Start of Block

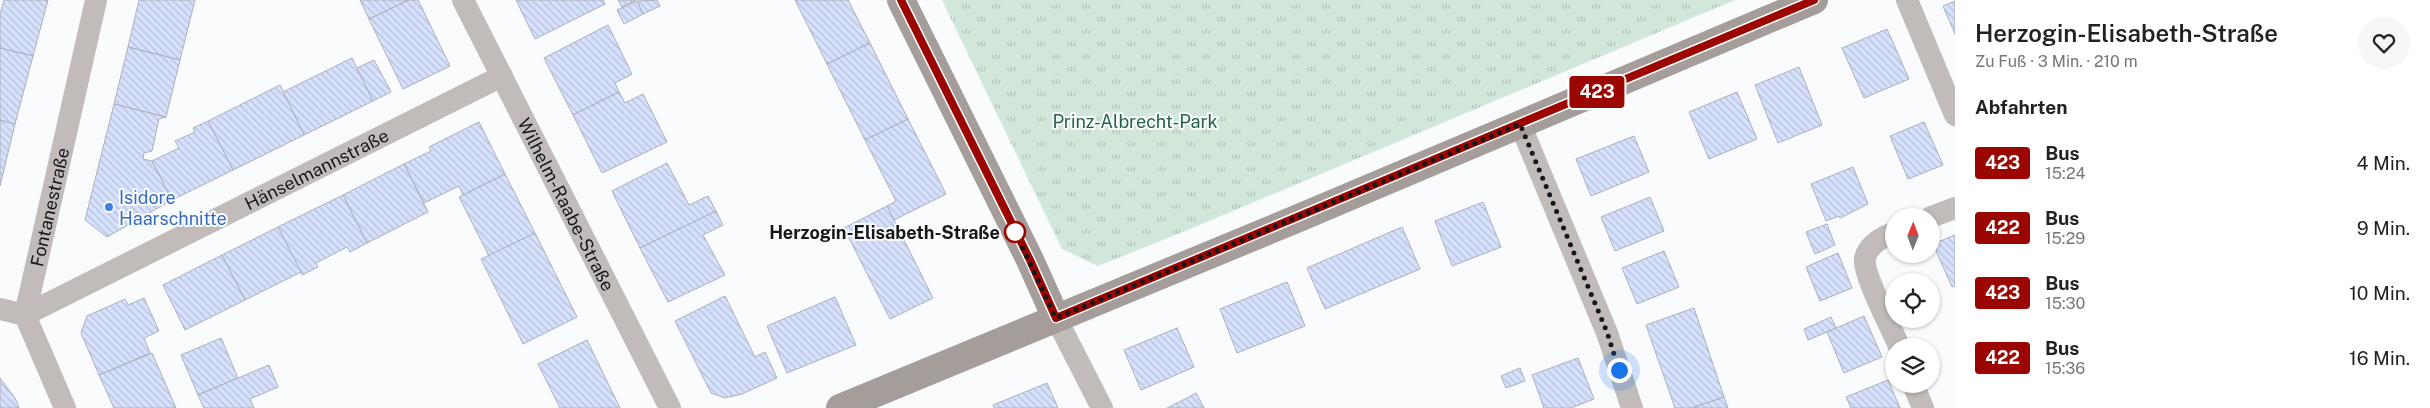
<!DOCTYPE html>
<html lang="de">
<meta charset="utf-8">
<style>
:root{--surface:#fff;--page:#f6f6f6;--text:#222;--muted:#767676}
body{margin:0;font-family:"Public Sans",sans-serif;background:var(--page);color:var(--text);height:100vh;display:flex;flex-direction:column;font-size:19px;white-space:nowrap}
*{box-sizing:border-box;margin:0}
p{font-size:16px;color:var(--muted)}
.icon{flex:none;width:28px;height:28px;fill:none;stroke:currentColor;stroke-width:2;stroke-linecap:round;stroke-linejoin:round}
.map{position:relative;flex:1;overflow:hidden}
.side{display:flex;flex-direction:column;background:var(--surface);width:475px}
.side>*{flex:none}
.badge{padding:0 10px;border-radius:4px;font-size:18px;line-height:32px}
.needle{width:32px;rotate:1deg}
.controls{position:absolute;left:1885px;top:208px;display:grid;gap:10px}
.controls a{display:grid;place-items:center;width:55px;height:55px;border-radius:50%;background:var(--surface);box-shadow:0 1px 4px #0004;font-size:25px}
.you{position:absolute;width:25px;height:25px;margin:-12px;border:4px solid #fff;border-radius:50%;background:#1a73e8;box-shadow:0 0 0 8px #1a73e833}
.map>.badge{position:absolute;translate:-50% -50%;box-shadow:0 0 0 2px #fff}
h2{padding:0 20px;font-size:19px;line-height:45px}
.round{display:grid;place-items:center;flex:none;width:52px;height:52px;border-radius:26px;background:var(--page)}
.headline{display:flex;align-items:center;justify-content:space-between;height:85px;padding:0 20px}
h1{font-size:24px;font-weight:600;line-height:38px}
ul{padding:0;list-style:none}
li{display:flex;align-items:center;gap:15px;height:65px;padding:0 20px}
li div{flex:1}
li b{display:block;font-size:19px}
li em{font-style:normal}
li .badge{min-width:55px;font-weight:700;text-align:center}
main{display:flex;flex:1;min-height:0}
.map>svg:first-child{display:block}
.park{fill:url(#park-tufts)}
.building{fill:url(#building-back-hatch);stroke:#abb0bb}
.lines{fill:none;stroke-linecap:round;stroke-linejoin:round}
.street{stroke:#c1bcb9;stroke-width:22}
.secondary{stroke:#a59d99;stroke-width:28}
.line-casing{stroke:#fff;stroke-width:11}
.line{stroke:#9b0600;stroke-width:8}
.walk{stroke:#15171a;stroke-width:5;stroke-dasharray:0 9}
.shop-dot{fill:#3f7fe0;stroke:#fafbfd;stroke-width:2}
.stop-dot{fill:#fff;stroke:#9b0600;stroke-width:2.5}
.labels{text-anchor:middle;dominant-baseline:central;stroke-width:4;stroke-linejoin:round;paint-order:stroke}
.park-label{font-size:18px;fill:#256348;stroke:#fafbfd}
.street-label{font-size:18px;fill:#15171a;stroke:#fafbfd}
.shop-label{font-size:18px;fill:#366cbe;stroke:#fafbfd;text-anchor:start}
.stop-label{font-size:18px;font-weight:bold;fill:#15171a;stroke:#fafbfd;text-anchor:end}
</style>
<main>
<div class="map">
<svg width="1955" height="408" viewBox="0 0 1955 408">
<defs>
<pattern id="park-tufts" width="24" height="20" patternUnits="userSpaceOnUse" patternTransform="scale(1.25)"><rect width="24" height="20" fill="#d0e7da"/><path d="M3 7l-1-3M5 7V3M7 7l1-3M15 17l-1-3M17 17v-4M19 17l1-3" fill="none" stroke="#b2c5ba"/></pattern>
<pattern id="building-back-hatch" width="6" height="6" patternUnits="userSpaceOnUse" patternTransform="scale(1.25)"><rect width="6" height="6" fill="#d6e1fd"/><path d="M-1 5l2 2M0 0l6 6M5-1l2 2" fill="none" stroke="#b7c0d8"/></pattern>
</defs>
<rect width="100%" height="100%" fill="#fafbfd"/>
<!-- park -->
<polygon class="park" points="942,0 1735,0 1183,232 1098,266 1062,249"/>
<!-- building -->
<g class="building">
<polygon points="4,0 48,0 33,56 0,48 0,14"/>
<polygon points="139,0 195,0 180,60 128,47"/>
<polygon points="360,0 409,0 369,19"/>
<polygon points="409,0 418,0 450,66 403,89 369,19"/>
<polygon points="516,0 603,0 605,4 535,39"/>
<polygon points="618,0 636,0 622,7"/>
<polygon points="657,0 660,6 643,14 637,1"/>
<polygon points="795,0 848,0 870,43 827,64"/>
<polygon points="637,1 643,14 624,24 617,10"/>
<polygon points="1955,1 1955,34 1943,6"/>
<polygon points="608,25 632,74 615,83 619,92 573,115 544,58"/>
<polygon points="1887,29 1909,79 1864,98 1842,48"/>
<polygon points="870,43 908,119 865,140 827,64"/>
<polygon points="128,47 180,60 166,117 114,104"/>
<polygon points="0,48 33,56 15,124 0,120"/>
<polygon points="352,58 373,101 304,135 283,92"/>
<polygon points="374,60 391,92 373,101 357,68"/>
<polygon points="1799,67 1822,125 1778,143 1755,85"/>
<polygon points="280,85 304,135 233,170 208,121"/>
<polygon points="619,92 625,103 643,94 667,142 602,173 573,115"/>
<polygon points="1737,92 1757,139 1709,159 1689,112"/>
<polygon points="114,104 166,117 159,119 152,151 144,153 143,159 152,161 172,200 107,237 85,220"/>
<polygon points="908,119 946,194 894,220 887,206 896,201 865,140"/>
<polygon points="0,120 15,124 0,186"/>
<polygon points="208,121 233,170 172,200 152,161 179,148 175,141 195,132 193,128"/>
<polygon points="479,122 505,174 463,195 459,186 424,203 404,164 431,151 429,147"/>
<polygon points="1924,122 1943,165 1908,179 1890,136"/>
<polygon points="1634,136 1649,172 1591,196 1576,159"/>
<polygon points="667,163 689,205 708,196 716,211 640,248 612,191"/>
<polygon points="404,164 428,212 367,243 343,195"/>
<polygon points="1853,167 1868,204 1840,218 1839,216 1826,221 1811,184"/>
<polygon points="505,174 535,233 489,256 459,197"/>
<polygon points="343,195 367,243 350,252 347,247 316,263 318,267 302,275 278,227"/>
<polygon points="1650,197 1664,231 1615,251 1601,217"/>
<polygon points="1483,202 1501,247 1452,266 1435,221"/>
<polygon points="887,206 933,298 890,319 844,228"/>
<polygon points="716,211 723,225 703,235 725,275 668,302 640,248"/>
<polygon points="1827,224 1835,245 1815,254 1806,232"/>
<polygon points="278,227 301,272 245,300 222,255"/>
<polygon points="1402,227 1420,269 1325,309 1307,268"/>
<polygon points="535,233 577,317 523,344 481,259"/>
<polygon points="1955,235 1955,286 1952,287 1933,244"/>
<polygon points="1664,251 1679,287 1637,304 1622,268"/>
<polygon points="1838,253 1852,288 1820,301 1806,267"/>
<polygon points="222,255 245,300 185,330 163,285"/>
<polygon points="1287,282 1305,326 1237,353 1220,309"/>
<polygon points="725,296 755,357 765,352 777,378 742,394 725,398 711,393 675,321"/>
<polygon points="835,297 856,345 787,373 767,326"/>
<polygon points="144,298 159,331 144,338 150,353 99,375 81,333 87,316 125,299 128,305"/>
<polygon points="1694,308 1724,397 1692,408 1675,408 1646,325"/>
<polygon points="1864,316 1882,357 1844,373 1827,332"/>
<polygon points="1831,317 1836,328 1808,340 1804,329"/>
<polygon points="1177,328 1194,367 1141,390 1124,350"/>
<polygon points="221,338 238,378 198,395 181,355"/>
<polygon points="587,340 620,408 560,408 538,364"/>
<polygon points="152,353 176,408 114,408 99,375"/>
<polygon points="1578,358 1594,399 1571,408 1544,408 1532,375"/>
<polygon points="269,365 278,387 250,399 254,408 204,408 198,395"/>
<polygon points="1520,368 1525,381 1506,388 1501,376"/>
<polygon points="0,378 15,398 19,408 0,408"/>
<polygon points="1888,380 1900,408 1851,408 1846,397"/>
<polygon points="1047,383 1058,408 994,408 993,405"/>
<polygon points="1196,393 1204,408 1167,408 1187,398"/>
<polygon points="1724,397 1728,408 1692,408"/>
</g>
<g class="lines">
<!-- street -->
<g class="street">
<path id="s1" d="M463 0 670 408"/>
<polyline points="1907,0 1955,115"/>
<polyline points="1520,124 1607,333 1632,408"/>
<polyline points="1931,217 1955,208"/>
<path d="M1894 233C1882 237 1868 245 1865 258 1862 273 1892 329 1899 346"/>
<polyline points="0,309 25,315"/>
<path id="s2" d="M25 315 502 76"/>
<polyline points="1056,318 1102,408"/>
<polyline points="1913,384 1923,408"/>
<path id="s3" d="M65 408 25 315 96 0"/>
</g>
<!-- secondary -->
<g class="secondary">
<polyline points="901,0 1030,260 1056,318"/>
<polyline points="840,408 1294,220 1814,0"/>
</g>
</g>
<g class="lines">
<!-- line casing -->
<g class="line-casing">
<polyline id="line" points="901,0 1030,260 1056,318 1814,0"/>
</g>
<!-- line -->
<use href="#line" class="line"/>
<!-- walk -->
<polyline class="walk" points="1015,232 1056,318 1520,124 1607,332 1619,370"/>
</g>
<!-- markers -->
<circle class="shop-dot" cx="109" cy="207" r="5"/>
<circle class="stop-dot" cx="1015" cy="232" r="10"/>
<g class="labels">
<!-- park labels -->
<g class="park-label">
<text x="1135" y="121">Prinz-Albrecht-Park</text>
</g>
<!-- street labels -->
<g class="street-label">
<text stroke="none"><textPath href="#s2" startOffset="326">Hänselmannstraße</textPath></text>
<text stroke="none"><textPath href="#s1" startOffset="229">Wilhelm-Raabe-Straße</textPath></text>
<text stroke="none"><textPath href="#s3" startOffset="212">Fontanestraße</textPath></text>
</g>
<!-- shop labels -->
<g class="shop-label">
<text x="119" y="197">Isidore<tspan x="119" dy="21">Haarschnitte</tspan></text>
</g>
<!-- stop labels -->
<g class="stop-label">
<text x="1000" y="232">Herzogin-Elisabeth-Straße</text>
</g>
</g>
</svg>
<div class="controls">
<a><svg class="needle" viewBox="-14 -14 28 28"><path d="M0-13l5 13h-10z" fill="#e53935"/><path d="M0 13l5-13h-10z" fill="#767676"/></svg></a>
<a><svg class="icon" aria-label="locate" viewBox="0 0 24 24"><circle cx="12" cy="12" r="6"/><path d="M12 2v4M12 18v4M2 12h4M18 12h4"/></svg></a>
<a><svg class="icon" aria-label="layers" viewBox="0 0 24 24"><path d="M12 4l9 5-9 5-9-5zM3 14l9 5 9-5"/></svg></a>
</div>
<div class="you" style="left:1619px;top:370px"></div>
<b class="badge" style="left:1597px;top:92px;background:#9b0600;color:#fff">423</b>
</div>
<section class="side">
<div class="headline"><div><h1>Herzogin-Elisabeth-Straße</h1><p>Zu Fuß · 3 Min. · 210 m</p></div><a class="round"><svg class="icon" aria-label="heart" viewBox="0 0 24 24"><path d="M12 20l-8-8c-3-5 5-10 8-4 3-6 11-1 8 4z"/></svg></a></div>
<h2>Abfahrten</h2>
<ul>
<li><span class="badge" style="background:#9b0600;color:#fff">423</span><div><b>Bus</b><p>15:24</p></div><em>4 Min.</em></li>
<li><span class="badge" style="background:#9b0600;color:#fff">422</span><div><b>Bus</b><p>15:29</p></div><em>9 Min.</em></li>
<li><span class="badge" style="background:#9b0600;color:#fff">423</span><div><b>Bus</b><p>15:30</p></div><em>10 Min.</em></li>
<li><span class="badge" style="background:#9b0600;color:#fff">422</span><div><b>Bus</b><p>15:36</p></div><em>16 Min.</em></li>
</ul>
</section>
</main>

End of Block

**WHAT YOU SHOULD DO:** In the entries above, work out how many lines contain the string "userSpaceOnUse", and give only that number.

**FINISHED EXERCISE:** 2